Frontline’s April-June adjusted net profit rose to $206.1 million from a year-ago $4.2 million, topping a forecast of $203.3 million in a Refinitiv SmartEstimate poll of analysts.
“Our results for the first half of 2020 are the strongest in more than 10 years,” Chief Executive Robert Hvide Macleod said in a statement.
“The demand shock brought on by COVID-19 was so large and sudden that global commercial inventories quickly surged to record levels, effectively utilising all available land-based capacity,” Frontline said in its earnings report.
At the same time, the crude oil market went into contango, whereby prices for future delivery were significantly higher than for the near term, further encouraging traders to store oil on vessels.

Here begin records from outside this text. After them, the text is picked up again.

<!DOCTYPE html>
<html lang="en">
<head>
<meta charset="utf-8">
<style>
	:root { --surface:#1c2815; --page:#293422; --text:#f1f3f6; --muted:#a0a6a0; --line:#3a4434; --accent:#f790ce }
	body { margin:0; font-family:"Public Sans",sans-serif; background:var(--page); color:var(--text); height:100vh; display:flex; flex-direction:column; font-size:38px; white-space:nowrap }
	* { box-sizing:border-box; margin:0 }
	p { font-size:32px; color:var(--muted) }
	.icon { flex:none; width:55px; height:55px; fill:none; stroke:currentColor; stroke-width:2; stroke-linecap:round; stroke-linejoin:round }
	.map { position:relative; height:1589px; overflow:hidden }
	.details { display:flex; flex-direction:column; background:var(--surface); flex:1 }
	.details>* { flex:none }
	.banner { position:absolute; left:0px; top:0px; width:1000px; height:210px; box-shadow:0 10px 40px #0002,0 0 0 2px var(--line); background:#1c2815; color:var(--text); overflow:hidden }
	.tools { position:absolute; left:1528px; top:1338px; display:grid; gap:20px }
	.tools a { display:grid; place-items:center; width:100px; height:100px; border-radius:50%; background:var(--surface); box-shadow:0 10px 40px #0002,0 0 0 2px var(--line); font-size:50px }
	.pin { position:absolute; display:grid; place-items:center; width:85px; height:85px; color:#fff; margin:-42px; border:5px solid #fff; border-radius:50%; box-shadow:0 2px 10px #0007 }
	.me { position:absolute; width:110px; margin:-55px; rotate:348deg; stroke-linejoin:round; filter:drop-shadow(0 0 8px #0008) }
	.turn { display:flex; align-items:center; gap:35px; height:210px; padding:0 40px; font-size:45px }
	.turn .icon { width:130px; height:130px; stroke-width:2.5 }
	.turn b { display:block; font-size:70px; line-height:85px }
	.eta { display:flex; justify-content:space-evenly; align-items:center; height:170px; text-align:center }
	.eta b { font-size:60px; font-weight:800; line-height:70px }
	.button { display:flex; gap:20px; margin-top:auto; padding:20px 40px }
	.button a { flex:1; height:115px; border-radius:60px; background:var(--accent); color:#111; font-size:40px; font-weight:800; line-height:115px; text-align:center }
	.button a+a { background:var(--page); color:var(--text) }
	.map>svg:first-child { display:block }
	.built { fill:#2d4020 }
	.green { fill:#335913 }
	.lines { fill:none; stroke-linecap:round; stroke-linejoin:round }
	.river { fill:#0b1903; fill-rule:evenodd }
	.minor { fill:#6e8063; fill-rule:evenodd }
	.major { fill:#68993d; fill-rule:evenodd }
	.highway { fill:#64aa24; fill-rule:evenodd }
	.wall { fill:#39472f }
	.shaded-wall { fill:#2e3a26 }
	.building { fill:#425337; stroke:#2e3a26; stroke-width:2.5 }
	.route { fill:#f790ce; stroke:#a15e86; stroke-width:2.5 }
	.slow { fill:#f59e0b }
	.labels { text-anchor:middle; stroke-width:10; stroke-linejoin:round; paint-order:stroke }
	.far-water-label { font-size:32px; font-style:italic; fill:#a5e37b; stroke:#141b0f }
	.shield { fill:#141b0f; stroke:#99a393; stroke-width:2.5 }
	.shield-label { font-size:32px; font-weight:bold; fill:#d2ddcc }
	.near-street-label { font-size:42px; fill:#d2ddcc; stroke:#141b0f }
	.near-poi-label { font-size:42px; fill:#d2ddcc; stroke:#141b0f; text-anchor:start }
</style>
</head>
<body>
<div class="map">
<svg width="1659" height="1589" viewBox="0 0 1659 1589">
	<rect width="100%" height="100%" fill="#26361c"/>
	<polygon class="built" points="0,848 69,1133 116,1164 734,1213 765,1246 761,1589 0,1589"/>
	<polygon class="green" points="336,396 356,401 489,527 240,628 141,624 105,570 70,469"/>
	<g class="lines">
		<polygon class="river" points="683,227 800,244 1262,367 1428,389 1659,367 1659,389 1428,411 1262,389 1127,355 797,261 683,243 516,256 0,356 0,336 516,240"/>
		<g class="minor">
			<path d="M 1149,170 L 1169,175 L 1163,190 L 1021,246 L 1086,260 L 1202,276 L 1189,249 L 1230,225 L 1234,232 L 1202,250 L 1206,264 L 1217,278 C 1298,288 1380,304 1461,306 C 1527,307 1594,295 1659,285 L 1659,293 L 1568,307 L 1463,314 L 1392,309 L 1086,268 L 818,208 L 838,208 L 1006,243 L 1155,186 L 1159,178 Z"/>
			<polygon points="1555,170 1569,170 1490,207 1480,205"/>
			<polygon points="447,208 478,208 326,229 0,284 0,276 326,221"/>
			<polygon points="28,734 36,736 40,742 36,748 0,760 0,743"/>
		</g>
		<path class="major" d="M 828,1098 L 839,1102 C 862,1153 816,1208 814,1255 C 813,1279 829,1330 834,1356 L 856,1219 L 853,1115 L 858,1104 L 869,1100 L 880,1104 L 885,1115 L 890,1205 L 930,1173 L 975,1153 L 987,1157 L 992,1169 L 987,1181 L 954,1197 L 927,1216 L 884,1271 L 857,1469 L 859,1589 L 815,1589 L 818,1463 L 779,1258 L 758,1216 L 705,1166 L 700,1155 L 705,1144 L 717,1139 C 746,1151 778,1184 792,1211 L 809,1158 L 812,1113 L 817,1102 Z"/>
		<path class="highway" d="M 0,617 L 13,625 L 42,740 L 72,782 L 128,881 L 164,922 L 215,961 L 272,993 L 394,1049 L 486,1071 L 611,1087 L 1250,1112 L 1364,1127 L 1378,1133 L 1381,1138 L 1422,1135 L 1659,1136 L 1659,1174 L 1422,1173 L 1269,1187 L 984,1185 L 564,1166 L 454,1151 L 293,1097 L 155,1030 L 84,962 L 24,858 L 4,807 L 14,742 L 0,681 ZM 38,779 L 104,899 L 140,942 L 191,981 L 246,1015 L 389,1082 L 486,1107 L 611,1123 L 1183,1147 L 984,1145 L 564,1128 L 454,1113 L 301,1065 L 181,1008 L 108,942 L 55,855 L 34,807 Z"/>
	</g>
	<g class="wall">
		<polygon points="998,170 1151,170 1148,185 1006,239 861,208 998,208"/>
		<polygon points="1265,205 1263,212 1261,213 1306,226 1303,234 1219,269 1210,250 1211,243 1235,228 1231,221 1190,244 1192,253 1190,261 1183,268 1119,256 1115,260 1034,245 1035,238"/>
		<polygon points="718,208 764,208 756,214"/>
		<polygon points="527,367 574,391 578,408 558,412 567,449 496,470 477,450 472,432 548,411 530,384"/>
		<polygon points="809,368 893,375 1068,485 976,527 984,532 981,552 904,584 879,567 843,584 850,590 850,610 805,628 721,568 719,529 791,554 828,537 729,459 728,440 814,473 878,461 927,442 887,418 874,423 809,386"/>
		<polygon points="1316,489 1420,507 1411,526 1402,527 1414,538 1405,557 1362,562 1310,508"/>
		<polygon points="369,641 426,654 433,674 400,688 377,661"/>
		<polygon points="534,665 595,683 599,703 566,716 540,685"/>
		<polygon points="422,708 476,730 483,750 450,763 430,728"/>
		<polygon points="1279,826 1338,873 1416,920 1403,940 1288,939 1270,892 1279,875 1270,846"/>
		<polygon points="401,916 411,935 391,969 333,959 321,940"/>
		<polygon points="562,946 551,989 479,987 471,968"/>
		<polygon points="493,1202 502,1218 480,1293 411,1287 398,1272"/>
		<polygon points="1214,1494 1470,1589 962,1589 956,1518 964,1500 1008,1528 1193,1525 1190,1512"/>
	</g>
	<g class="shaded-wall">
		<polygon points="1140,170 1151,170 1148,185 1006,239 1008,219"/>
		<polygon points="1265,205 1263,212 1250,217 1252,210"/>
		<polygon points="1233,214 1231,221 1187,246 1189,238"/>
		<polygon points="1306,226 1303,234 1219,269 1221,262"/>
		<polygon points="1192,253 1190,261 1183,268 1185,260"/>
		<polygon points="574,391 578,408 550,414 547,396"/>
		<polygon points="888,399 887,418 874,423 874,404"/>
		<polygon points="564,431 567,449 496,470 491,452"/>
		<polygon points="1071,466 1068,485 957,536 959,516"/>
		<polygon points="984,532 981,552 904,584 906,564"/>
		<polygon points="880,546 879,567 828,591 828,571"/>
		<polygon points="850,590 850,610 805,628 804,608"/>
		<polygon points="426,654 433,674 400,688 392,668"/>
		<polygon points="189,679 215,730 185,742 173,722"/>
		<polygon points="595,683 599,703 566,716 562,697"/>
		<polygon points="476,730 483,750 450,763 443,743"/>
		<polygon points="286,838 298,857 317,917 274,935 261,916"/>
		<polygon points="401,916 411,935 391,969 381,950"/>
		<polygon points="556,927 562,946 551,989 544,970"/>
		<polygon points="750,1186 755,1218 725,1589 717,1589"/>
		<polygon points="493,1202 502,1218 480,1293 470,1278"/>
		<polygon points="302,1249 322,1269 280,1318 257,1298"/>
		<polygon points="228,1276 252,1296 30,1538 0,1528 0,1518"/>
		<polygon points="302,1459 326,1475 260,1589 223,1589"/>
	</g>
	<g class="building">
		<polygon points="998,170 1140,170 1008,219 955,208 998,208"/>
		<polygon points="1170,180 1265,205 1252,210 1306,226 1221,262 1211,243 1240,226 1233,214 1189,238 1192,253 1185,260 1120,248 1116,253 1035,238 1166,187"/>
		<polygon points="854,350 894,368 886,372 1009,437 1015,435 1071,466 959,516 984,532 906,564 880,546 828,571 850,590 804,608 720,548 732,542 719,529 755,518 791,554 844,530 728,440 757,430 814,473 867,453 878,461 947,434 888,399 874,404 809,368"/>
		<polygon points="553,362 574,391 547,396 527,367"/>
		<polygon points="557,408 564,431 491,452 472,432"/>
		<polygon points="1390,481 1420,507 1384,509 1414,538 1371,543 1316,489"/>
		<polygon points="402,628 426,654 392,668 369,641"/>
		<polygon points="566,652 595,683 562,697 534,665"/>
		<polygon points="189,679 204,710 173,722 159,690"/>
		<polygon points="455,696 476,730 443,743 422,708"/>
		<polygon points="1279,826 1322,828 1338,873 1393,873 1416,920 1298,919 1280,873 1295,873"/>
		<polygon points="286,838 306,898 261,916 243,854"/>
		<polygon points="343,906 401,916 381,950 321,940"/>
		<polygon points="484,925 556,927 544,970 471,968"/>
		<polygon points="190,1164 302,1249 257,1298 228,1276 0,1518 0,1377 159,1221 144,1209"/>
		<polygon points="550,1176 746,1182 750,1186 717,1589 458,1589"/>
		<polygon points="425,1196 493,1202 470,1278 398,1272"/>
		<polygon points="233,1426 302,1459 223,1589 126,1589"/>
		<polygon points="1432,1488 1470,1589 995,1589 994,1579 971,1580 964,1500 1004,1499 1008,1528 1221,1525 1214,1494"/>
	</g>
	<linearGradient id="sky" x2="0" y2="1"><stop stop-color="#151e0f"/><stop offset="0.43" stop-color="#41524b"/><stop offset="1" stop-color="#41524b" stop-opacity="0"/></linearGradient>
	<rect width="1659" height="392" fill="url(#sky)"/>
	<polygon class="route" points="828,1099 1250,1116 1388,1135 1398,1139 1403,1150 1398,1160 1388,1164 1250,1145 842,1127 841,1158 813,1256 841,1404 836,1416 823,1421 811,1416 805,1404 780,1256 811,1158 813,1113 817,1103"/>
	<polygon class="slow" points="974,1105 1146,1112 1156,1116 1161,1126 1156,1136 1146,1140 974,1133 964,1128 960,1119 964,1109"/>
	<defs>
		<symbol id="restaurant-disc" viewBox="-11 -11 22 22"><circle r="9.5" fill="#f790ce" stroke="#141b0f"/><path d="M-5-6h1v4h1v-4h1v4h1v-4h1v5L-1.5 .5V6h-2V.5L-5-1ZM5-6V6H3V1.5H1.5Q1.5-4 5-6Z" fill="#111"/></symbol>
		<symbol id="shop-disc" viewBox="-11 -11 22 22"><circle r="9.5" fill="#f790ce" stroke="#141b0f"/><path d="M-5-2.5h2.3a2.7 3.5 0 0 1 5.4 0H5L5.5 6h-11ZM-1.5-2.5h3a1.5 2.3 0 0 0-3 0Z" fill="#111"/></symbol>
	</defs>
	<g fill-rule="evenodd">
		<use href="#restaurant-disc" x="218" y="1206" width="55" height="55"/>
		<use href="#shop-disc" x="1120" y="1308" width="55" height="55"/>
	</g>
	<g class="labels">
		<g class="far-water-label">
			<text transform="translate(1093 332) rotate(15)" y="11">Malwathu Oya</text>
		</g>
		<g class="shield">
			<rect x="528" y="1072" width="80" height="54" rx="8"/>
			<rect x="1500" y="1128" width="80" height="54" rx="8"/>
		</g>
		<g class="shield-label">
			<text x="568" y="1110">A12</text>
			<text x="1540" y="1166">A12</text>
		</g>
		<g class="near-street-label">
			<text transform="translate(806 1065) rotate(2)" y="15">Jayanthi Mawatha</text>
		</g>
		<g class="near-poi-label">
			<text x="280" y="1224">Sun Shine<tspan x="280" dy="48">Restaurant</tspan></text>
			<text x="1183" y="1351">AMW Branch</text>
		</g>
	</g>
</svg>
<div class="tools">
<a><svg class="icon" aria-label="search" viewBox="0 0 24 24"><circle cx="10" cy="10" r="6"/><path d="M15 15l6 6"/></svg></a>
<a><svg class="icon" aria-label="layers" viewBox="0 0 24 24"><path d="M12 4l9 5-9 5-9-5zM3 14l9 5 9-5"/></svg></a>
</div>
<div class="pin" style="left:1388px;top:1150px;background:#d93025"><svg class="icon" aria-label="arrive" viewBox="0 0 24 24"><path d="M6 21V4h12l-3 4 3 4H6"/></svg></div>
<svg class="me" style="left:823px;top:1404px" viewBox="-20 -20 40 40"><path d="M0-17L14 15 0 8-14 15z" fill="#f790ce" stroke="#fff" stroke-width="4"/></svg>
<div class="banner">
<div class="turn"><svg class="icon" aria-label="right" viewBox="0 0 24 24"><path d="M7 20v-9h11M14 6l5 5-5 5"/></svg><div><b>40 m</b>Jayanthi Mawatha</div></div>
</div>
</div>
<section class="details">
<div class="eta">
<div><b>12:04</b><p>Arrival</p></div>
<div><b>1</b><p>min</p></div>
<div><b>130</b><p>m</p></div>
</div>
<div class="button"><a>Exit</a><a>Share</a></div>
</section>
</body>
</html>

“This in turn resulted in exceptionally strong tanker rates, which are reflected in our results for the second quarter of 2020,” Frontline said.
Tankers known as very large crude carriers (VLCC) generated on average $75,800 per day in the second quarter, Frontline said, up from just $25,600 per day in the same quarter of 2019.
The freight market for oil has since receded, however, as the global crude output declined, making the outlook for shipping rates less predictable, the company added.
While oil consumption plummeted in the first half of 2020 and global output was curtailed by the OPEC+ group and other countries, energy companies were still left with significantly more crude than they could sell.
“While tanker rates have seemingly found support at a lower level in the third quarter, we expect oil demand and demand for transportation to recover gradually,” Macleod added.